Balance, coordination and body awareness need to come back into your arms and legs during those first few times out on the Nordic ski track. Having good core strength is the key to making this happen quickly. Without a solid core it is more difficult to coordinate our limbs and to get them where they need to go, in as relaxed a fashion as possible. Something crucial to both classic and skate ski techniques.

This blog will show you three exercises intended to increase core strength, balance, and body awareness. These exercises can be done in your bedroom, living room or office. Knock ‘em out while watching Monday Night Football, or while you’re waiting for your morning coffee to brew. What is important with these Nordic skiing exercises is not how many repetitions you can do, but doing only as many as you can with the proper technique. Poor technique will give you diminishing returns no matter how many reps you can bang out.

1)  Crusher Sit-Ups
I’ll say it once more, technique is key! What I love about these sit-ups is that eight of them can make your stomach feel like you just did 100 traditional sit-ups, so don’t expect to do too many at first. Move slowly in order to feel that you are going through the motion correctly. I would suggest doing 3 sets of 5-8 reps to start over the first week.
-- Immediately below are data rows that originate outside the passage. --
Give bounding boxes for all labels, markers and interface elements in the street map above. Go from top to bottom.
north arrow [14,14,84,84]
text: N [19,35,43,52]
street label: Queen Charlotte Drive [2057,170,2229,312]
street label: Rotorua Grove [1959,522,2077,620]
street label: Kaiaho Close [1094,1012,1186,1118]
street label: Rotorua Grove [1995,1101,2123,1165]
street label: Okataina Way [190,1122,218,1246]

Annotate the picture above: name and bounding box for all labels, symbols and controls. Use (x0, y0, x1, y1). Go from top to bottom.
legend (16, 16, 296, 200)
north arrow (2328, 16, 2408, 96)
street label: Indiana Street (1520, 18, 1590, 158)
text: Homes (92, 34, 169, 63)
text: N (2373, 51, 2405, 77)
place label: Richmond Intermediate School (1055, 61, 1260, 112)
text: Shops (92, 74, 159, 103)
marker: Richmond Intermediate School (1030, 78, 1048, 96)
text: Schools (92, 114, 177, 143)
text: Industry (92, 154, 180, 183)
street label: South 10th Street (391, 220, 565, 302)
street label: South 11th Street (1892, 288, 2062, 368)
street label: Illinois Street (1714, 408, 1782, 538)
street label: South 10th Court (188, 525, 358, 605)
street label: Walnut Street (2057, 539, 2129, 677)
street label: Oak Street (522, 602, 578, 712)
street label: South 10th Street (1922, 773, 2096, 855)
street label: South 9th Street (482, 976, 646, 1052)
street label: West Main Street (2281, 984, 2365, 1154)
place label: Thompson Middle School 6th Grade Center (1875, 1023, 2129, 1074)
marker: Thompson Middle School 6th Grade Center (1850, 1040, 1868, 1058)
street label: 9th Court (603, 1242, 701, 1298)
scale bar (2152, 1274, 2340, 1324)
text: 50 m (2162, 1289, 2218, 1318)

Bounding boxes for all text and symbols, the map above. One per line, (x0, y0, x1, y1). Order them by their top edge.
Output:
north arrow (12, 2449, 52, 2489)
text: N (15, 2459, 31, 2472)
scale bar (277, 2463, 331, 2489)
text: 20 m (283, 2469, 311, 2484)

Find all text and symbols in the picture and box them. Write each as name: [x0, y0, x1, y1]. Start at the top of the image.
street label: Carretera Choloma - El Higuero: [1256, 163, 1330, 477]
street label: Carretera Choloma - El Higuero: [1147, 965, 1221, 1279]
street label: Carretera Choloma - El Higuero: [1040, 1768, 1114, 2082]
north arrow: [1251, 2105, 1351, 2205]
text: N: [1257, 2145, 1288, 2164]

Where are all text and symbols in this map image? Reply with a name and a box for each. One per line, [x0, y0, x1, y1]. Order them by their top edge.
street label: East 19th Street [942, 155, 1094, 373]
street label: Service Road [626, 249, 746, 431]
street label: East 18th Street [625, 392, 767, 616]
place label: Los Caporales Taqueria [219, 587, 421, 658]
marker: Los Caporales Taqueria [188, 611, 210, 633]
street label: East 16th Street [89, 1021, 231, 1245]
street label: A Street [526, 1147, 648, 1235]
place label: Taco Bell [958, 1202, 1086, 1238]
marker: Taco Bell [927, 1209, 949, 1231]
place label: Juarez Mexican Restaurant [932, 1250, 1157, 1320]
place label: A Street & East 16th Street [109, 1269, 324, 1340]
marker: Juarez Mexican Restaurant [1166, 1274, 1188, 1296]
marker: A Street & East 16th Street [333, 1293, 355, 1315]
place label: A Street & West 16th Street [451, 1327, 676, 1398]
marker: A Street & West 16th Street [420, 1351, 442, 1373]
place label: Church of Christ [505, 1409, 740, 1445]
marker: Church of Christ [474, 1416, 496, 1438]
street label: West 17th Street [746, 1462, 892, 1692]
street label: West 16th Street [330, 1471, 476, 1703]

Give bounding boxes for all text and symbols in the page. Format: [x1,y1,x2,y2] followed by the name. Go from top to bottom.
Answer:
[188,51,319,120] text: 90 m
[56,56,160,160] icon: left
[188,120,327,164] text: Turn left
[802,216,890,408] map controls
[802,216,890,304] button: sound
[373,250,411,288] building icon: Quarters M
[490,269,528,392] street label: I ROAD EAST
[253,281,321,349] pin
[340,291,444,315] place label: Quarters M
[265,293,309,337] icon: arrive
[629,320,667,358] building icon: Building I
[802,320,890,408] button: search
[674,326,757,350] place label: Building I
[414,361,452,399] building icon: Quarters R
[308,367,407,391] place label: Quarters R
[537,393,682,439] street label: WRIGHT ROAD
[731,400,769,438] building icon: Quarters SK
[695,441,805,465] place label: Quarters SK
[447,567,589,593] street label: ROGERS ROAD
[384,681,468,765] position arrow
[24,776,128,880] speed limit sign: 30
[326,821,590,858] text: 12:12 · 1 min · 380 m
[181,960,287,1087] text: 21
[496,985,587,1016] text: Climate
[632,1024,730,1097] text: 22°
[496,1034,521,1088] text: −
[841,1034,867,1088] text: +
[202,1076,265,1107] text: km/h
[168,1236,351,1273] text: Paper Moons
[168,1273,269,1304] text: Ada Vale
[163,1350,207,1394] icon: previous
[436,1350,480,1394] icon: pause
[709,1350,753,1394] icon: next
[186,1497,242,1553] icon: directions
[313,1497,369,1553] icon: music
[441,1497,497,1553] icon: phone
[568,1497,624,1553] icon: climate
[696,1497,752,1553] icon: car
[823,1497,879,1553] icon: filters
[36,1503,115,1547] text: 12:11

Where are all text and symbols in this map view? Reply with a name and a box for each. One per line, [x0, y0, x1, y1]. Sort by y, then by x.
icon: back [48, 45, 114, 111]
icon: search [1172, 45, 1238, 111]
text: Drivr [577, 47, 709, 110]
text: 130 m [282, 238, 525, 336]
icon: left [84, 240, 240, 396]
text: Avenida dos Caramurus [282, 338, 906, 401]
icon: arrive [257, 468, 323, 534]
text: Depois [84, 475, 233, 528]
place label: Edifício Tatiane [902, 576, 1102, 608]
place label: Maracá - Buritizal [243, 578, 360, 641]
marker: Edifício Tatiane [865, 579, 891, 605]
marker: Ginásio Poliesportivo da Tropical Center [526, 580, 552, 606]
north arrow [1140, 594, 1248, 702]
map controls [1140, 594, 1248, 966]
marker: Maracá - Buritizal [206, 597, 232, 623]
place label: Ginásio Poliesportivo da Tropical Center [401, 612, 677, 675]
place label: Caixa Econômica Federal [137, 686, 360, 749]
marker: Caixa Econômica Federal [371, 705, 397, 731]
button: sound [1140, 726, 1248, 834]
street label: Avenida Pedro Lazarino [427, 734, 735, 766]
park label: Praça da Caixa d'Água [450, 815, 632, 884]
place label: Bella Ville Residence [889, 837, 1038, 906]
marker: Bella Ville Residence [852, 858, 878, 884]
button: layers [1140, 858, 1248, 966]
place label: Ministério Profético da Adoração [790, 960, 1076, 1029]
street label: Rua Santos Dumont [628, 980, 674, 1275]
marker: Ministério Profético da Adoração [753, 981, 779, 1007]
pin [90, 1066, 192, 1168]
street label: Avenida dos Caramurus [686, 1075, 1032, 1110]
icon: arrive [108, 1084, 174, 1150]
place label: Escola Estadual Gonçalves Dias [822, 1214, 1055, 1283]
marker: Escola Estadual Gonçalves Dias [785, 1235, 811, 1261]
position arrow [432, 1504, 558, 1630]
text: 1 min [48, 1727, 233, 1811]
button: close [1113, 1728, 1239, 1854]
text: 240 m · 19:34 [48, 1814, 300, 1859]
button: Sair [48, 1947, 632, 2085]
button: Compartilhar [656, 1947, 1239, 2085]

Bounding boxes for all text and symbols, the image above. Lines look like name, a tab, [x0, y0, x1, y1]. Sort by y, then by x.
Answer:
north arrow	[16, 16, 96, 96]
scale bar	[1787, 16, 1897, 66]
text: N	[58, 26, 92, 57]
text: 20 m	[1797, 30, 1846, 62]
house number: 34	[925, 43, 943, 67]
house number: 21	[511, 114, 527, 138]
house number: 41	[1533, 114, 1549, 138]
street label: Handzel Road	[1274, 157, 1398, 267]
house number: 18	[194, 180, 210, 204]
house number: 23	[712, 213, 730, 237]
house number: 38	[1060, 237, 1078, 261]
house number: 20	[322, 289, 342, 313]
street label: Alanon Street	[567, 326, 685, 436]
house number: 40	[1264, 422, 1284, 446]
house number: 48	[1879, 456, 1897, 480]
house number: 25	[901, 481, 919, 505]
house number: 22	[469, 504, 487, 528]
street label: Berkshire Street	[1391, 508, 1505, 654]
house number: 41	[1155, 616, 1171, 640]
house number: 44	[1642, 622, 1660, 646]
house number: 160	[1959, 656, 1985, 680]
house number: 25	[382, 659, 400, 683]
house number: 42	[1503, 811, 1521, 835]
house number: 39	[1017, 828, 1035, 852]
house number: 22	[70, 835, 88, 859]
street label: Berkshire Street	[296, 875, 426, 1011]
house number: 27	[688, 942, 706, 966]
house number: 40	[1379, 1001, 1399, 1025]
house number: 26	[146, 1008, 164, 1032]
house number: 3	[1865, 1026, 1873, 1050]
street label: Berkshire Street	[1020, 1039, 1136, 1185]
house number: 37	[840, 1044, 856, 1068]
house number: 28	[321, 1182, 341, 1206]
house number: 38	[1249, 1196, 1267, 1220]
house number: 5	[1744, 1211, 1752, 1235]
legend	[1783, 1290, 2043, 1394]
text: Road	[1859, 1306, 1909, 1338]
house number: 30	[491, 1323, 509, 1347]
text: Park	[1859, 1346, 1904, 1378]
It may take a few days to feel it in your abdominal muscles, so don’t go crazy right off the bat.

2)  Windshield Wipers
This exercise is meant to complement the Crusher Sit-Ups. This motion will work your lower and outer abdominal muscles as opposed to your “six pack” abs. Move slowly, and be sure to only do as many reps as you can with good technique. Let your feet get as close to the ground as you can without resting them on the floor. Turning your head in the opposite direction of your feet will also give you a nice stretch down your spine, and increase flexibility.

3)  Lunges With(out) A Twist!
This exercise will work on core strength, balance, and body control. Moving slowly will increase the level of difficulty. Be sure to keep your back straight, lift your chest up and forward, and keep your elbows back. There is quite a bit of stretching going on with proper technique. Start on flat feet, but for increased difficulty try to stand back up on to the ball of your foot. If this becomes easy, try this exercise while standing on a slightly elevated platform (6-8 inches off the ground). Still not enough? The next level is to do this exercise while standing on a pillow.